I like these because, ipso facto, any proof conducted using a proof assistant is not merely formalisable but has literally just been formalised, both in the sense of being expressed in some sort of high-level logical language and in the sense of having been reduced to primitive logical inferences. Not all formal proofs are surveyable but some certainly are, with both Mizar and Isabelle/HOL’s Isar language specifically designed for legibility. As for convincing: there can be no handwaving in a machine proof. As a rule, machines are much harder to convince than a knowledgeable mathematician, and machine proof contains not gaps but rather excessive detail.
Incidentally, and remarkably, the paper explains “convincing” as meaning “convincing for mathematicians” and mere acceptance by the mathematical community is sufficient (even if they cannot survey the proof itself). It sounds a bit like “justification by faith”: all we need is for mathematicians to believe in proof assistants!

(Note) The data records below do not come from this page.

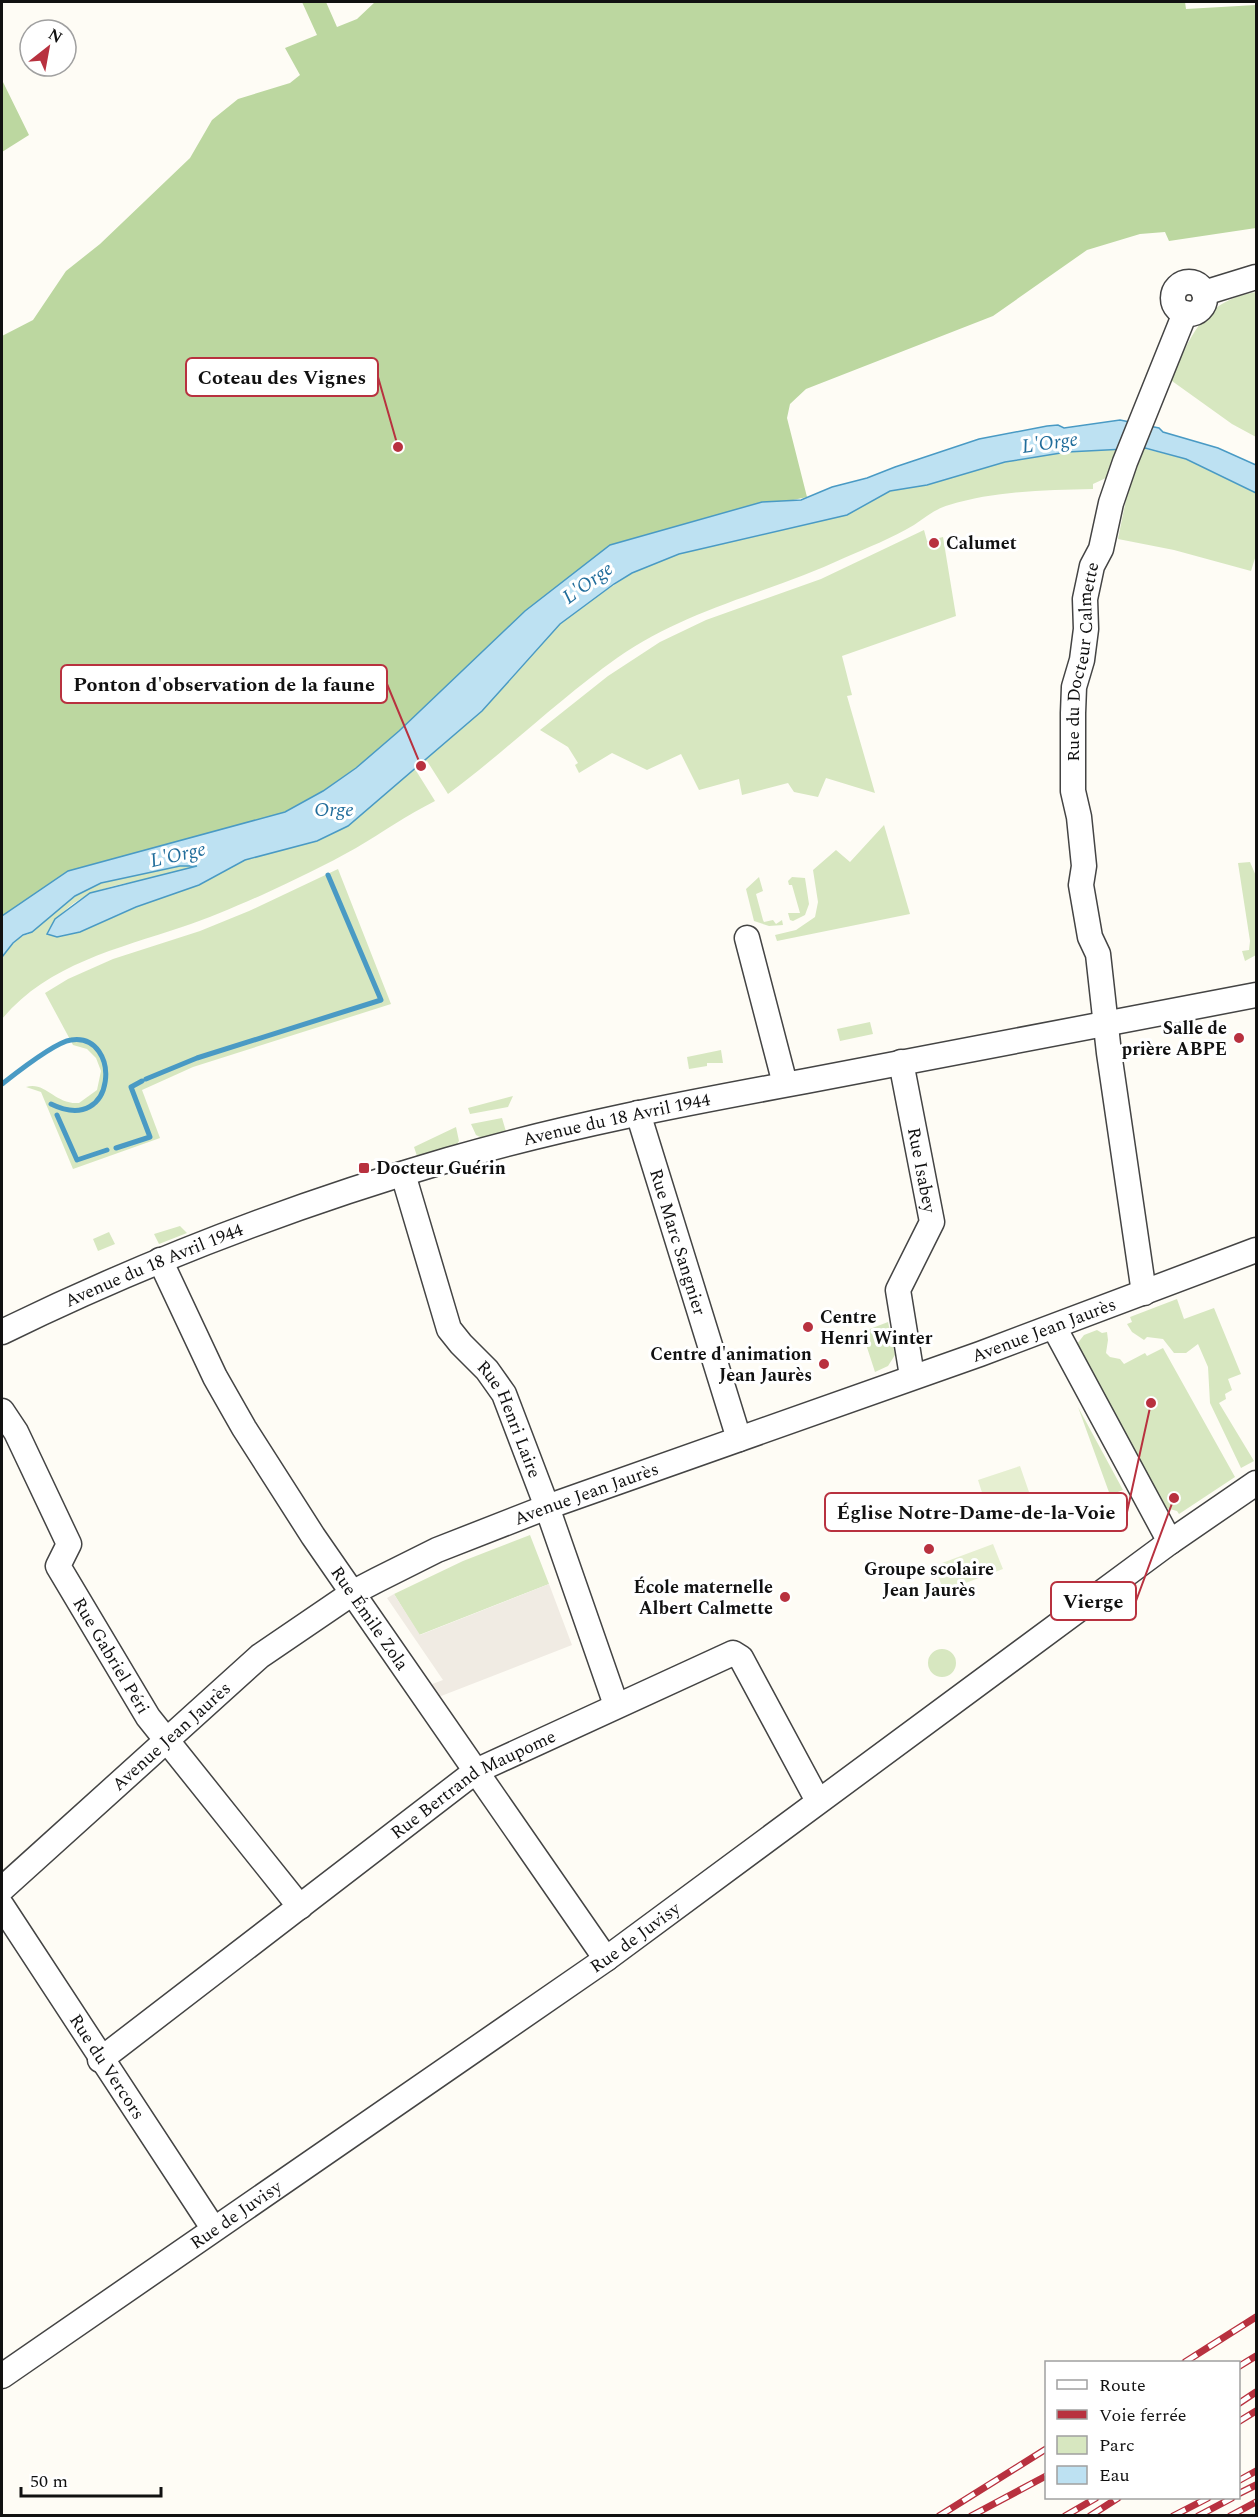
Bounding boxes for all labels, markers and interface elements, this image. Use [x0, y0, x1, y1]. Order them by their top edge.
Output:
north arrow [18, 18, 78, 78]
text: N [43, 22, 67, 50]
callout: Coteau des Vignes [186, 358, 378, 396]
text: Coteau des Vignes [198, 363, 366, 393]
water label: L'Orge [1020, 424, 1080, 462]
place label: Calumet [946, 530, 1017, 557]
marker: Calumet [927, 536, 941, 550]
water label: L'Orge [556, 554, 620, 612]
street label: Rue du Docteur Calmette [1059, 559, 1106, 762]
callout: Ponton d'observation de la faune [61, 665, 387, 703]
text: Ponton d'observation de la faune [73, 670, 375, 700]
water label: Orge [314, 795, 354, 825]
water label: L'Orge [147, 834, 209, 876]
place label: Salle de prière ABPE [1122, 1015, 1227, 1063]
marker: Salle de prière ABPE [1232, 1031, 1246, 1045]
street label: Avenue du 18 Avril 1944 [520, 1086, 712, 1153]
street label: Rue Isabey [900, 1125, 944, 1216]
place label: Docteur Guérin [376, 1155, 506, 1182]
marker: Docteur Guérin [357, 1161, 371, 1175]
street label: Rue Marc Sangnier [643, 1165, 713, 1319]
street label: Avenue du 18 Avril 1944 [60, 1216, 247, 1314]
street label: Avenue Jean Jaurès [968, 1290, 1120, 1369]
place label: Centre Henri Winter [820, 1304, 933, 1352]
marker: Centre Henri Winter [801, 1320, 815, 1334]
place label: Centre d'animation Jean Jaurès [650, 1341, 812, 1389]
street label: Rue Henri Laire [471, 1354, 548, 1482]
marker: Centre d'animation Jean Jaurès [817, 1357, 831, 1371]
street label: Avenue Jean Jaurès [510, 1455, 662, 1532]
callout: Église Notre-Dame-de-la-Voie [825, 1493, 1127, 1531]
text: Église Notre-Dame-de-la-Voie [837, 1498, 1115, 1528]
marker: Groupe scolaire Jean Jaurès [922, 1542, 936, 1556]
place label: Groupe scolaire Jean Jaurès [864, 1556, 994, 1604]
street label: Rue Émile Zola [324, 1560, 416, 1676]
place label: École maternelle Albert Calmette [633, 1574, 773, 1622]
callout: Vierge [1051, 1582, 1136, 1620]
text: Vierge [1063, 1587, 1123, 1617]
marker: École maternelle Albert Calmette [778, 1590, 792, 1604]
street label: Rue Gabriel Péri [66, 1592, 157, 1719]
street label: Avenue Jean Jaurès [106, 1675, 237, 1797]
street label: Rue Bertrand Maupome [385, 1723, 560, 1846]
street label: Rue de Juvisy [584, 1894, 687, 1980]
street label: Rue du Vercors [63, 2008, 152, 2125]
street label: Rue de Juvisy [184, 2173, 288, 2256]
legend [1045, 2361, 1240, 2499]
text: Route [1099, 2372, 1146, 2399]
text: Voie ferrée [1099, 2402, 1187, 2429]
text: Parc [1099, 2432, 1135, 2459]
scale bar [21, 2460, 160, 2498]
text: Eau [1099, 2462, 1130, 2489]
text: 50 m [30, 2468, 68, 2495]

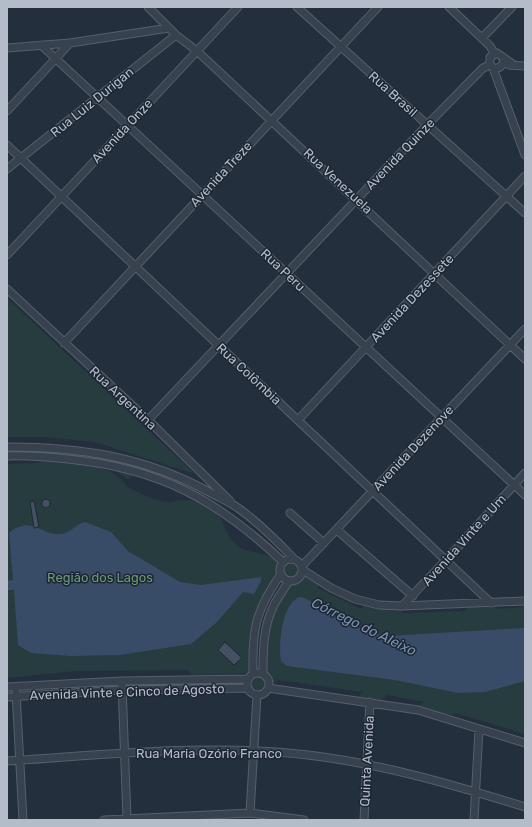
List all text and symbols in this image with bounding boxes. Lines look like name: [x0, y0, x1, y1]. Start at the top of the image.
street label: Rua Luiz Durigan: [48, 64, 137, 141]
street label: Rua Brasil: [366, 68, 420, 120]
street label: Avenida Onze: [88, 96, 156, 166]
street label: Avenida Quinze: [362, 115, 438, 193]
street label: Avenida Treze: [187, 138, 255, 210]
street label: Rua Venezuela: [300, 145, 376, 217]
street label: Rua Peru: [258, 246, 308, 294]
street label: Avenida Dezessete: [367, 251, 457, 345]
street label: Rua Colômbia: [214, 340, 284, 408]
street label: Rua Argentina: [86, 363, 160, 434]
street label: Avenida Dezenove: [370, 402, 456, 494]
street label: Avenida Vinte e Um: [419, 491, 509, 589]
park label: Região dos Lagos: [47, 570, 153, 586]
water label: Córrego do Aleixo: [309, 594, 419, 660]
street label: Avenida Vinte e Cinco de Agosto: [29, 681, 225, 704]
street label: Quinta Avenida: [357, 715, 377, 807]
street label: Rua Maria Ozório Franco: [136, 746, 282, 761]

In short, formal proofs, provided that they are written to be legible, easily satisfy all three criteria. Unfortunately, the great majority of formal proofs are not legible. But as I have shown by numerous examples, they can be.
What do we do about super-long proofs?
The Internet tells me that the millionth digit of Pi is 1, and I’m certain there is no simple proof of that (though similar claims would be trivial for rational numbers). Similarly, Wikipedia claims
The largest known prime number (as of June 2023) is $2^{82,589,933} − 1$, a number which has 24,862,048 digits.
To assert that this number is prime is essentially no different from asserting that 2 is prime, but the proof is rather longer. It relies on the theory of Mersenne primes and on an enormous computer calculation. Any fact obtained by a calculation is a mathematical statement and it seems clear that the vast majority of these do not have short proofs. Fortunately, few of these claims have weighty implications, so it’s okay if we can’t survey their proofs.
But not every fact obtained by a monster computation is mathematically trivial.
The largest ever proof is that of the Boolean Pythagorean Triples problem, which weighs in at 200 terabytes. (Read the gory details.) This proof was generated by a SAT solver, a piece of software capable of finding a model of a set of assertions written in Boolean logic, or if no such model exists, proving that fact. It is without doubt a mathematical proof, one that is overwhelmingly too large for a human being to survey. At most we can survey tiny but arbitrary parts of it, which may be a means of establishing confidence in its correctness.
My favourite example though is the non-existence of a projective plane of order 10. When I was an undergraduate at Caltech, Prof Herbert Ryser stressed the importance of settling this question. What is strange is that such a plane could be represented by an incidence matrix of zeros and ones, 111×111. A huge but finite search. Such a search was carried out and the question settled negatively in 1989, too late for Ryser, who had died in 1985. The result has major implications for combinatorics despite the absence of a surveyable proof. It was confirmed recently with the help of a SAT solver, and therefore has been proved in logic, even though the proof is colossal.
People are legitimately uneasy about being wholly dependent on a piece of software. This cannot be compared to astronomers using a powerful telescope to observe stars far too faint for the human eye, because observational error has always been an inherent part of all empirical science. Mathematics is supposed to be different. We have to take this proof at least somewhat on faith, and yet the theorem statement cannot be dismissed as trivial.
It seems we are forced to be pragmatic and accept the amplification of human reasoning by machine. This does not mean that mathematics has become empirical: extensive numerical calculations suggest that the Riemann hypothesis is true, but absolutely nobody accepts that as a proof.